UPDATED Verizon and MCI executives today laid out plans to combine their operations in a deal valued around $6.7 billion.

Directors at both companies have approved the merger, though the sale still needs approval from MCI shareholders and federal regulatory agencies like the Federal Trade Commission (FTC) and Department of Justice (DOJ). According to officials, Verizon shareholder approval isn't necessary.

If approved, MCI shareholders will receive .406 shares of Verizon common stock for every share they own, valued at $4.8 billion; as well as an additional $1.50 per share, worth $488 million, from Verizon. In addition, MCI will pay its shareholders a quarterly and special dividend of $4.50 per share, worth $1.5 billion.

Verizon will also pick up MCI's $4 billion net debt, primarily a product of the company's $107 billion bankruptcy filing in 2002. The trial against former chief Bernard Ebbers, the man who took MCI from small telecom to international giant and stands accused of fraud, is currently underway.

Officials expect to cut 7,000 jobs and eliminate any network redundancies in the wake of the merger. Doreen Toben, Verizon CFO, said the company has audited MCI's operations and found areas that will improve the combined company's bottom line.

She said that by gaining access to MCI's national and international network, Verizon will save $100 million annually in long-distance traffic fees paid to other telephone carriers, as well as $150 million annually in capital expenditures to build out long-distance and data networks.

"As you see, these efforts go well beyond just eliminating redundancies," she said. "We are focused on creating a better, more productive company, offering improved customer service with a highly-reliable network. This will take time, and a certain amount of up-front investment, to accomplish."

Industry experts have expected an acquisition of this nature in the wake of SBC Communications $16 billion play for AT&T last month. Earlier this month, there was speculation Qwest was in the middle of talks to acquire MCI. In order to prevent any third-party interference, officials at Verizon said there is a $200 million breakup fee attached to the merger agreement.

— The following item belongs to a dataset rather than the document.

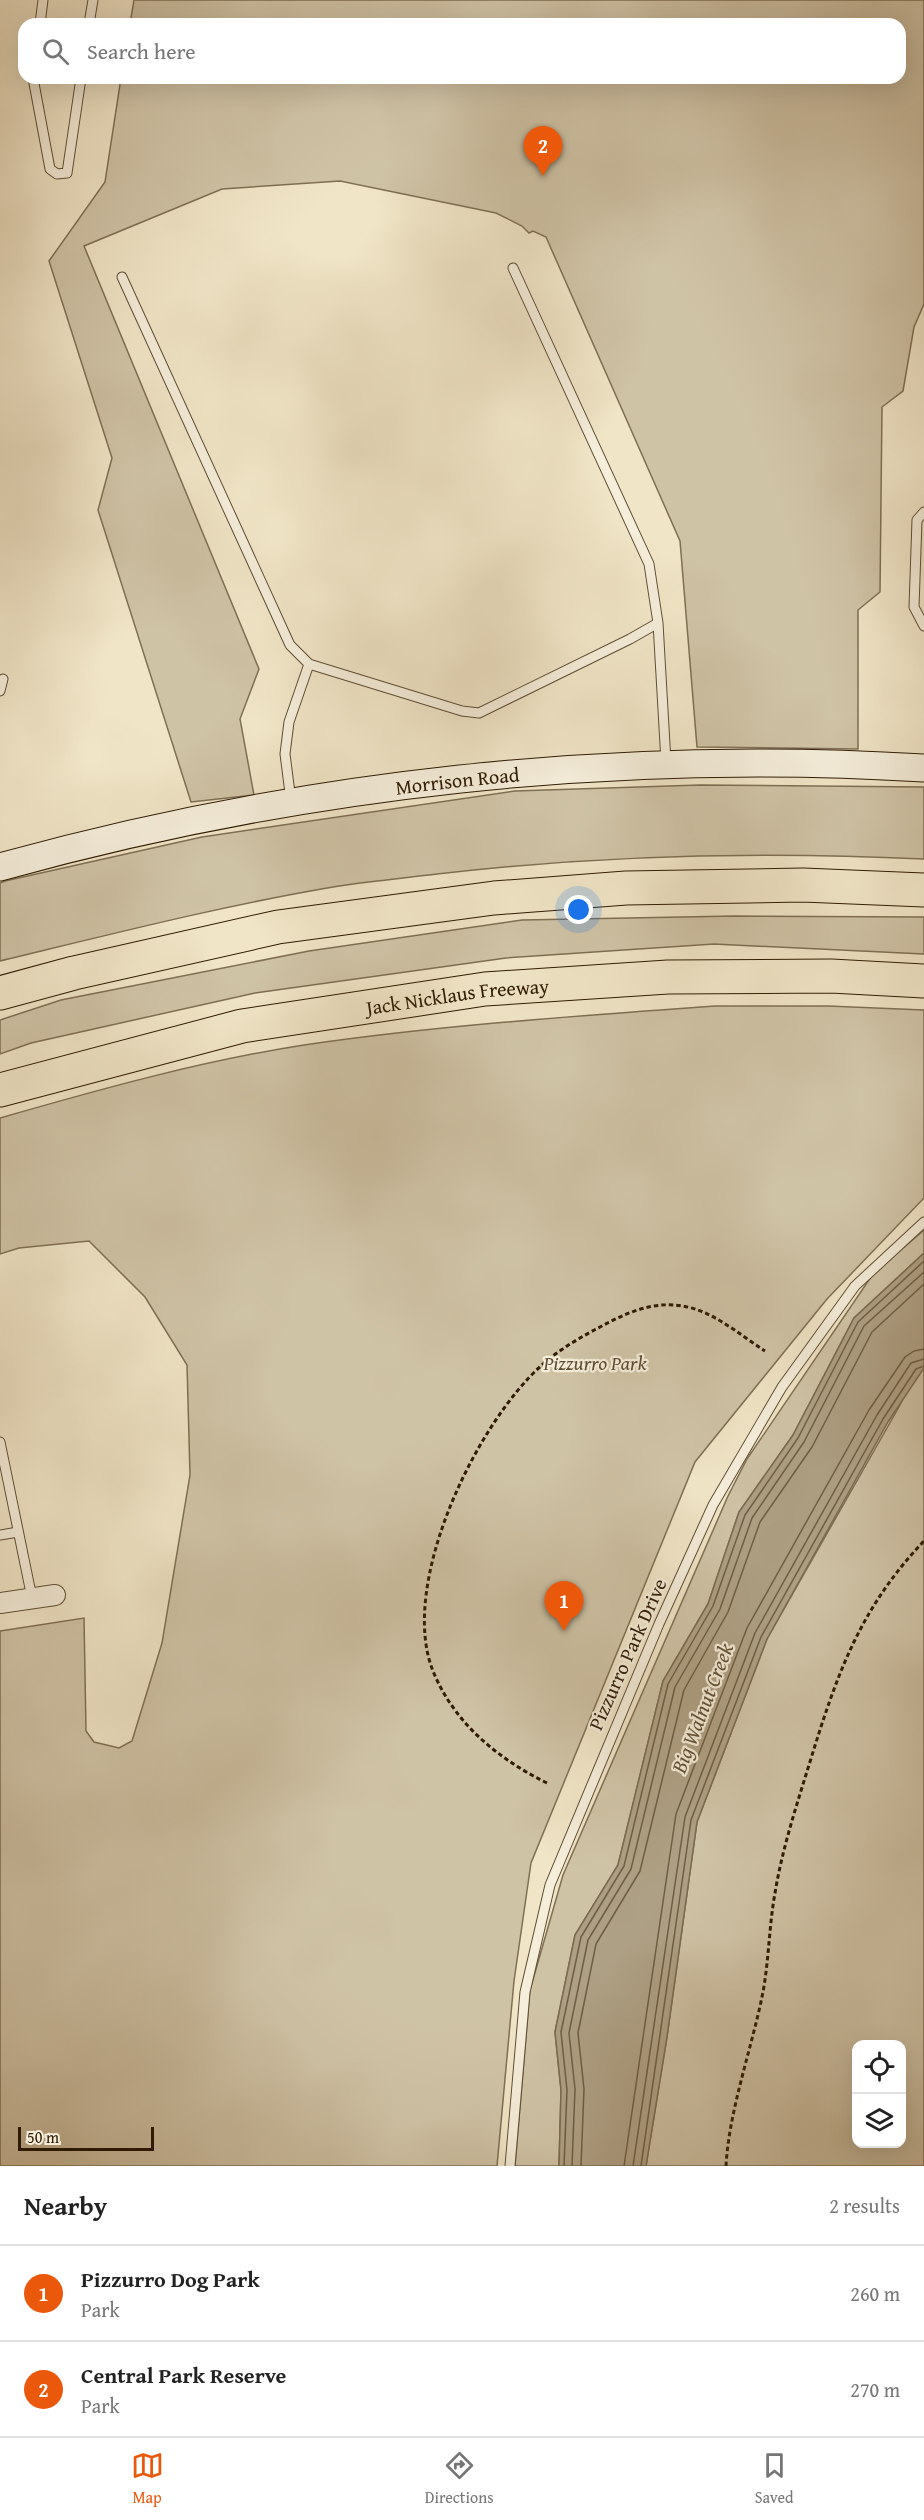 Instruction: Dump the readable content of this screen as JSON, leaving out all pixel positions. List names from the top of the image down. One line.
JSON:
{"streets":{"highway":["Jack Nicklaus Freeway"],"street":["Morrison Road"],"lane":["Pizzurro Park Drive"]},"water":["Big Walnut Creek"],"parks":["Pizzurro Park"],"scale_bar":"50 m","page":{"search":"Search here","pins":["2","1"],"scale":"50 m","heading":["Nearby","2 results"],"list":[{"mark":"1","name":"Pizzurro Dog Park","note":"Park","value":"260 m"},{"mark":"2","name":"Central Park Reserve","note":"Park","value":"270 m"}],"nav":["Map","Directions","Saved"]}} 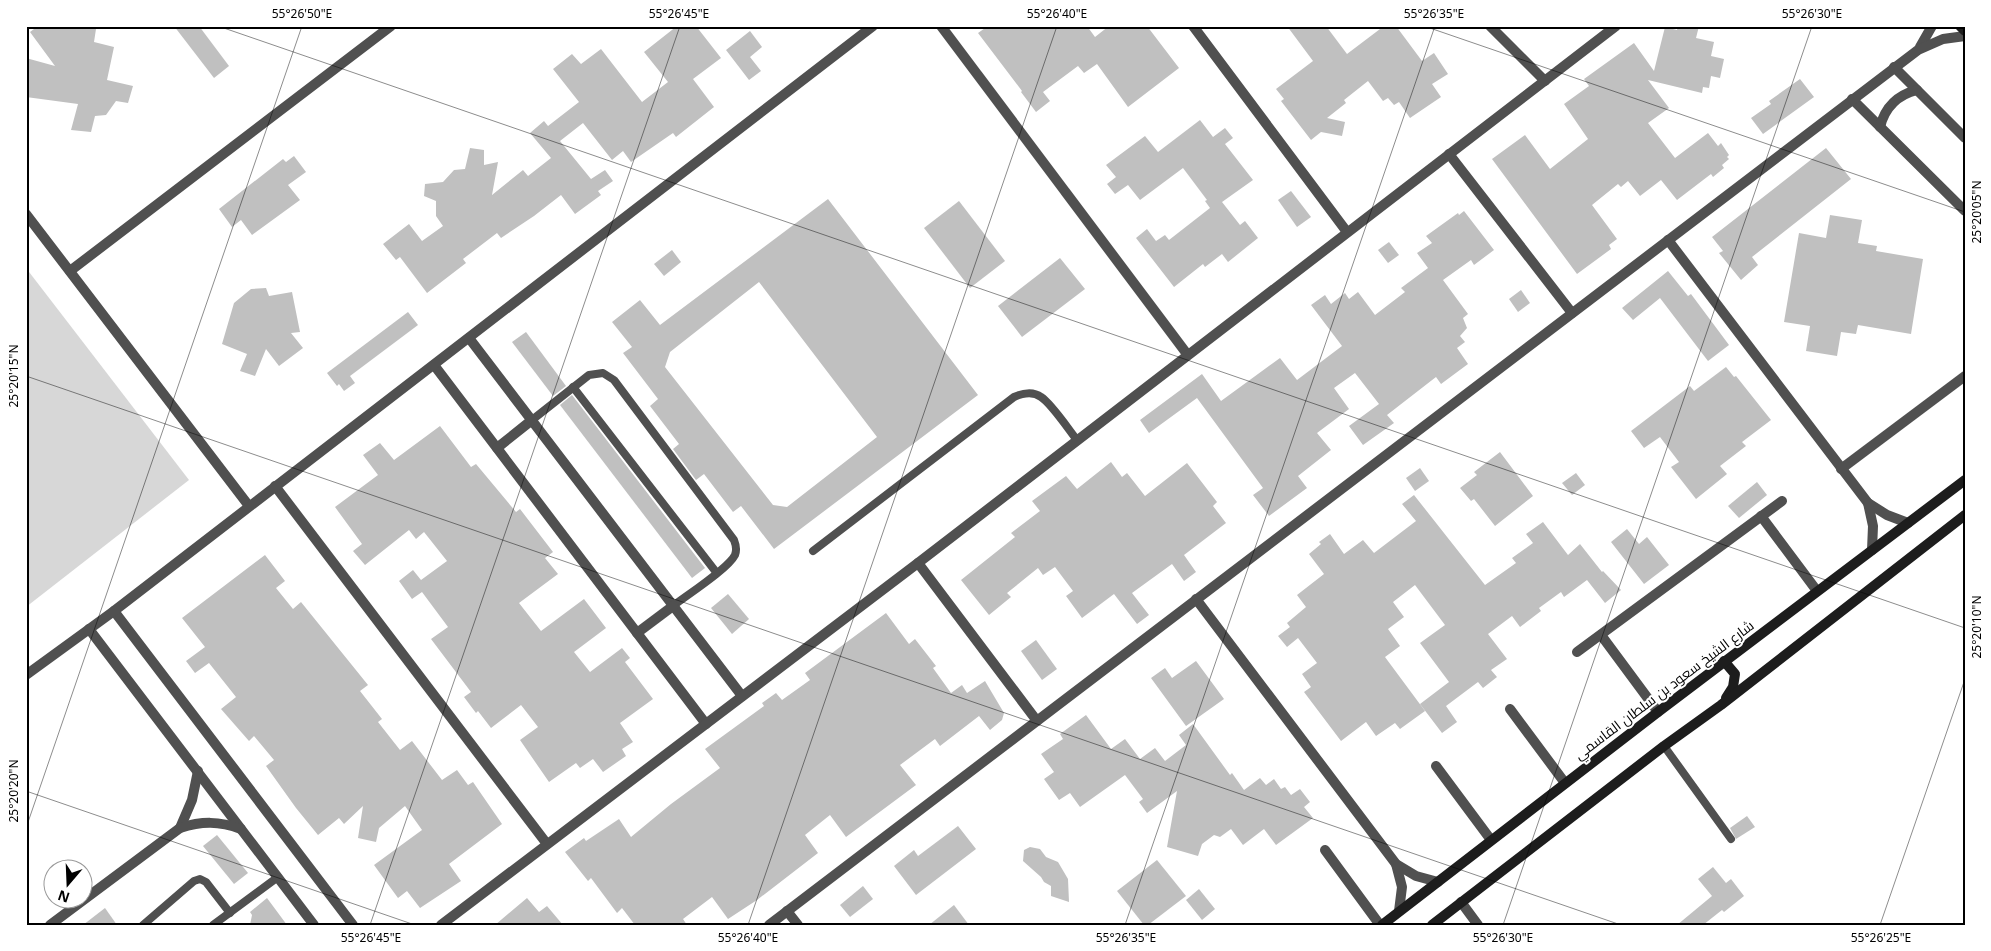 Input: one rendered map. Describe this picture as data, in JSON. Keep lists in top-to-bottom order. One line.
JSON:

While both SBC and Verizon still need to get the blessings of various regulatory agencies in order to close the deal, executives agree consolidation is necessary.

Ivan Seidenberg, Verizon chairman and CEO, said he doesn't expect any difficulties on the regulatory front and that the markets have already signaled their approval of industry consolidation with deals like the proposed Sprint/Nextel merger and the recent closing of the Cingular/AT& T Wireless merger.

The combination will be similar to that between a combined SBC and AT&T: a primarily regional telephone company catering to consumers and an international IP-based telecom with an emphasis on enterprise customers.

"This transaction lets us become more efficient to approach two major customer-facing activities in the enterprise market and in the local consumer broadband market, and they're not mutually exclusive," Seidenberg said. "I feel very comfortable we'll be able to do both."

Allan Tumolillo, COO of Probe Financial Associates, expects MCI shareholders to approve the merger, especially since Verizon and Qwest were the only two known bidders, and a Qwest takeover would likely have been a challenge.

"In our view, [a Qwest/MCI merger] would have less than a 10 percent chance of being a successful company and the enterprise customers would have just gone off to SBC or Verizon itself," he said. "Verizon's also got to be motivated by the idea someone else could come in and get that, whether it would be BellSouth , Bell Canada, a foreign operator or someone with a lot of money in a leveraged buyout," he said. "I don't think [Verizon] would worry about Qwest but they would worry about almost anybody else getting hold of that asset."

For Verizon, Tumolillo said, the benefits from the merger -- since MCI's cash and debt load on the balance sheet essentially cancel each other out -- come down to an immediate increase in the number of enterprise customers, an area the carrier has been trying to capitalize on in recent years.

In 2003, he said Verizon put together a sales force close to 1,000 people focused primarily on gaining enterprise customers, but layoffs and corporate downsizings hobbled the initiative, until about the third and fourth quarters of 2004.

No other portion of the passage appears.